* [PATCH v3] md/raid5: fix parity corruption on journal failure
@ 2025-08-19 7:38 Meir Elisha
2025-08-25 16:08 ` Meir Elisha
0 siblings, 1 reply; 3+ messages in thread
From: Meir Elisha @ 2025-08-19 7:38 UTC (permalink / raw)
To: Song Liu, Yu Kuai; +Cc: linux-raid, Meir Elisha
When operating in write-through journal mode, a journal device failure
can lead to parity corruption and silent data loss.

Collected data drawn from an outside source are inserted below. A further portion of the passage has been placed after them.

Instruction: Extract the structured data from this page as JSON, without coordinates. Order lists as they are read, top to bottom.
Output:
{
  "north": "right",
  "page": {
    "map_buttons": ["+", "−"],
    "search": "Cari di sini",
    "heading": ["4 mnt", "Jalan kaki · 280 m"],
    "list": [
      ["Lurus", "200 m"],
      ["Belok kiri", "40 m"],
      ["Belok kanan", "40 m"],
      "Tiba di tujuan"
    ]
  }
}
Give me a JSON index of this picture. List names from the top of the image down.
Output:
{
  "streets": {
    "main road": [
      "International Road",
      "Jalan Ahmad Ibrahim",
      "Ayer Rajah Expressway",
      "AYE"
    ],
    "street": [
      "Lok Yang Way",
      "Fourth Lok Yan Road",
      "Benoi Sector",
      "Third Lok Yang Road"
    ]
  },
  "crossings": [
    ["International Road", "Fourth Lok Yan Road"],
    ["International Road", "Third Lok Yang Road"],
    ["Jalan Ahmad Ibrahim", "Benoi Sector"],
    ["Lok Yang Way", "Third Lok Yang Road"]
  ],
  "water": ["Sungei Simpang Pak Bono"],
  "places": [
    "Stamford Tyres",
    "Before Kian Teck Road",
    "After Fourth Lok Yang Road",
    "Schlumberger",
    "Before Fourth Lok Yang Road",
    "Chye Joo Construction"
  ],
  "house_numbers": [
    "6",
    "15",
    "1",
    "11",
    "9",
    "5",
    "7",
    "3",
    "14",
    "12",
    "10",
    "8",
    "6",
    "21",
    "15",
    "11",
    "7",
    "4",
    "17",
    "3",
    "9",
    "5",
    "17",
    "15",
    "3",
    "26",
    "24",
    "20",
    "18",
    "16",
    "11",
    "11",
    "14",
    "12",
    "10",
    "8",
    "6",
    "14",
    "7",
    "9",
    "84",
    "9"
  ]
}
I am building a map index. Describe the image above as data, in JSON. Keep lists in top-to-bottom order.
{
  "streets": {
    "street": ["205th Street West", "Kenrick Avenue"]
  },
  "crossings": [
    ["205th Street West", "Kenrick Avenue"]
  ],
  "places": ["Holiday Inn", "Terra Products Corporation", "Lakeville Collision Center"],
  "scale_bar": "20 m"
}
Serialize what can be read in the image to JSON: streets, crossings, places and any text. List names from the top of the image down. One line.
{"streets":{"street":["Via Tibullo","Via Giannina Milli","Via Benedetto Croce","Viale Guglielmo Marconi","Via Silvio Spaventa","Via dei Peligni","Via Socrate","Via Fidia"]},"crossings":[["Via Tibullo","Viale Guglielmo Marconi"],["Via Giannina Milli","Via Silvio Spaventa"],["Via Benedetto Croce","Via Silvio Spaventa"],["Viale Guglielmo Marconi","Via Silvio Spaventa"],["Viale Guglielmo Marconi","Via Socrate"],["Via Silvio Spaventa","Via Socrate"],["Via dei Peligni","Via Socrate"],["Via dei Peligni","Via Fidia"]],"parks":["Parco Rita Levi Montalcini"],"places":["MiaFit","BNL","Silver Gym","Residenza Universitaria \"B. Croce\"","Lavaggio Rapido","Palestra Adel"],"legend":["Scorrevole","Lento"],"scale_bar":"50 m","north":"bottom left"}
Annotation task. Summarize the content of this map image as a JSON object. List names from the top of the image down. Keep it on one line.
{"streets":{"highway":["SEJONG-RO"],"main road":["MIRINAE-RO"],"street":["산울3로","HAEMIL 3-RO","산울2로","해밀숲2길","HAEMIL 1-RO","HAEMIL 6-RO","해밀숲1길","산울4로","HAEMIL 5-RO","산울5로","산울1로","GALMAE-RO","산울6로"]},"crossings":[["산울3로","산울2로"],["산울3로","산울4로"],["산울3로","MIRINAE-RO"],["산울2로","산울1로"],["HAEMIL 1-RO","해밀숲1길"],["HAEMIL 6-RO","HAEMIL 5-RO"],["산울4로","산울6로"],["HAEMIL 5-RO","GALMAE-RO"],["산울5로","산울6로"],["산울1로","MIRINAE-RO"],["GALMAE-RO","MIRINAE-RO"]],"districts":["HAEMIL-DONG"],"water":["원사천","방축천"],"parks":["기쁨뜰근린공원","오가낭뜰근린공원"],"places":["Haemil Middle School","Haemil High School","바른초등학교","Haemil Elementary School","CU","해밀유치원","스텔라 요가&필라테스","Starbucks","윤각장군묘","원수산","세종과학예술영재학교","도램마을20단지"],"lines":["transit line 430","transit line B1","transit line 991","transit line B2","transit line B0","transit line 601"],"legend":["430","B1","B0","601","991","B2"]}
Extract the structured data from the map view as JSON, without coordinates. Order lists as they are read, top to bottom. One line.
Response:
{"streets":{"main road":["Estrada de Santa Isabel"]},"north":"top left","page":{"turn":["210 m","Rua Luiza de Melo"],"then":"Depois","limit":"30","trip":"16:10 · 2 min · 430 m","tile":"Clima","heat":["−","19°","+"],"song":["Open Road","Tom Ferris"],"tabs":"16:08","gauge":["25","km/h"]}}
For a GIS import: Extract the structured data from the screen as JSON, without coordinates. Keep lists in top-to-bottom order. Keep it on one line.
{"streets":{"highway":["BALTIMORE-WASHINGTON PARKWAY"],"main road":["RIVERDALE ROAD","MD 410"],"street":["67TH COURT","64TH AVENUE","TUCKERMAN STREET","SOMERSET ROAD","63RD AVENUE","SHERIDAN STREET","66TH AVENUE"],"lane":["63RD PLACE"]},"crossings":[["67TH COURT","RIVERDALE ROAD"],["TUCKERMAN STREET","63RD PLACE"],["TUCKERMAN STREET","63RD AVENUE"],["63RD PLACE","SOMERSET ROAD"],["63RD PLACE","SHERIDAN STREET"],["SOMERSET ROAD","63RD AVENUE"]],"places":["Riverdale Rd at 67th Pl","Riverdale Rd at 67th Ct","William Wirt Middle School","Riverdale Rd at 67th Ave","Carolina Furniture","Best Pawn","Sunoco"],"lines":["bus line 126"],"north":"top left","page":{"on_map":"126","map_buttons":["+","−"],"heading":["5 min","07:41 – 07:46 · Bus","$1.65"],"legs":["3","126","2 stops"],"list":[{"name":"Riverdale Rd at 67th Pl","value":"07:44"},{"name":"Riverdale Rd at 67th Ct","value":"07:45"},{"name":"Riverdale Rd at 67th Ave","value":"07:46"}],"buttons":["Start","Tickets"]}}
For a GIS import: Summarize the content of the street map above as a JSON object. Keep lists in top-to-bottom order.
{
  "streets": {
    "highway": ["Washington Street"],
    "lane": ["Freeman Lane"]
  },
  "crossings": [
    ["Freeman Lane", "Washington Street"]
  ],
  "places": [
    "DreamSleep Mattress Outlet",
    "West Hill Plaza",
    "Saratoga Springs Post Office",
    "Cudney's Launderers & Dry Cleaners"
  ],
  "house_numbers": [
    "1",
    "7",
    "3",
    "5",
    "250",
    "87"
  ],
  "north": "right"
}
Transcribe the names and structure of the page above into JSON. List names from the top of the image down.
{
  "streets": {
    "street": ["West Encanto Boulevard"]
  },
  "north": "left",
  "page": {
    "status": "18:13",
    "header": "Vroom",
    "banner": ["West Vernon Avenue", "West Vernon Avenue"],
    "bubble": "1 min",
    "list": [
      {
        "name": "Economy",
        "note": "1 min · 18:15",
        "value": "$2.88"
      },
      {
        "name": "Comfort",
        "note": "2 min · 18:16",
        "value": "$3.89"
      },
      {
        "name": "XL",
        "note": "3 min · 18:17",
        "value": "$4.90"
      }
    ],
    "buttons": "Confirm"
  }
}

This occurs because the current implementation continues to update
parity even when journal writes fail, violating the write-through
consistency guarantee.
Signed-off-by: Meir Elisha <meir.elisha@volumez.com>
---
Changes in v3:
- Remove unnecessary braces in ops_run_io()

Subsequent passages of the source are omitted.